But let’s not talk about any of that. That’s for another day. Because we have to get to the 51 chaitasikas, which are divided into six different groups. The six groups are the Omnipresent Factors, the Determining Factors, the Virtuous Factors, the Root Afflictions, the Secondary Afflictions…note that there are two groups of Afflictions and only one group of Virtuous Factors. There are so many afflictions that they have to be classed, you know, double. [Laughter] And the final group is called Changeable Factors. So Omnipresent Factors, Determining Factors, the Virtuous, Root Afflictions, Secondary Afflictions, and Changeable Factors.

So the Omnipresent Factors, as you can imagine by the name, are factors that are always present in mind, in consciousness. Whenever there’s a conscious mind, these factors are always there. Determining Factors are other factors of mind that may or may not be present to varying degrees of strength, and their presence or absence will determine the nature, the kind of mind that will be constellated around them. And then the Virtuous Factors are those factors of mind that, when they arise, we feel happy. We feel a sense of ease, a sense of belonging, and pliancy and fluidity with the world. And the Root Afflictions are the basic factors that make us really unhappy and miserable, and give us strong tendencies toward making destruction in our lives and in those around us. And then the Secondary Afflictions are the factors that…it’s basically a further breaking down of the implications of the Root Afflictions.
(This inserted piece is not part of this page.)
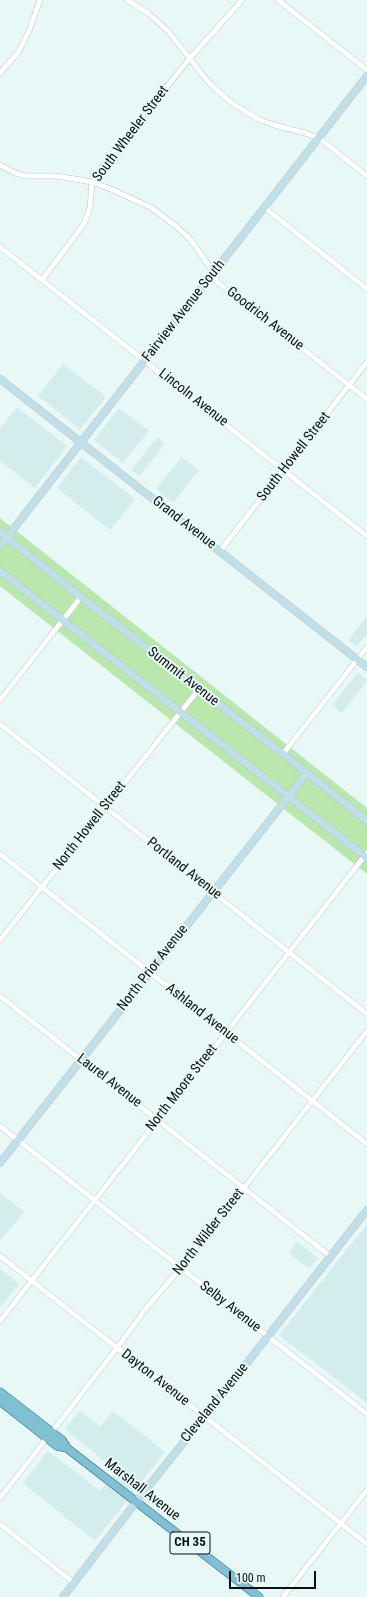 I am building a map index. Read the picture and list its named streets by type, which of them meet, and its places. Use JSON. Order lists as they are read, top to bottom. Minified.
{"streets":{"main road":["Marshall Avenue","CH 35"],"street":["South Wheeler Street","Fairview Avenue South","Goodrich Avenue","Lincoln Avenue","South Howell Street","Grand Avenue","Summit Avenue","North Howell Street","Portland Avenue","North Prior Avenue","Ashland Avenue","Laurel Avenue","North Moore Street","North Wilder Street","Selby Avenue","Dayton Avenue","Cleveland Avenue"]},"crossings":[["South Wheeler Street","Goodrich Avenue"],["South Wheeler Street","Lincoln Avenue"],["Fairview Avenue South","Goodrich Avenue"],["Fairview Avenue South","Lincoln Avenue"],["Fairview Avenue South","Grand Avenue"],["Fairview Avenue South","Summit Avenue"],["Goodrich Avenue","South Howell Street"],["Lincoln Avenue","South Howell Street"],["South Howell Street","Grand Avenue"],["Summit Avenue","North Howell Street"],["Summit Avenue","North Prior Avenue"],["Summit Avenue","North Moore Street"],["North Howell Street","Portland Avenue"],["North Howell Street","Ashland Avenue"],["Portland Avenue","North Prior Avenue"],["Portland Avenue","North Moore Street"],["North Prior Avenue","Ashland Avenue"],["North Prior Avenue","Laurel Avenue"],["North Prior Avenue","Selby Avenue"],["Ashland Avenue","North Moore Street"],["Ashland Avenue","North Wilder Street"],["Laurel Avenue","North Moore Street"],["Laurel Avenue","North Wilder Street"],["Laurel Avenue","Cleveland Avenue"],["North Moore Street","Selby Avenue"],["North Moore Street","Dayton Avenue"],["North Wilder Street","Selby Avenue"],["North Wilder Street","Dayton Avenue"],["North Wilder Street","Marshall Avenue"],["Selby Avenue","Cleveland Avenue"],["Dayton Avenue","Cleveland Avenue"],["Cleveland Avenue","Marshall Avenue"]],"scale_bar":"100 m"}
And then the Changeable Factors are factors that arise in the mind that kind of could go either way, depending on what other mental states are constellated around them. So in this discussion of the map of mind, these are the six groupings of the chaitasikas, the mental states.

Omnipresent Factors

So now, I’ll talk about each of these in turn, and I’ll begin by quoting our text as it defines “feeling,” “vedana” “feeling”:

Feeling is an entity of experience, individually experiencing the fruitions of virtuous and non-virtuous actions.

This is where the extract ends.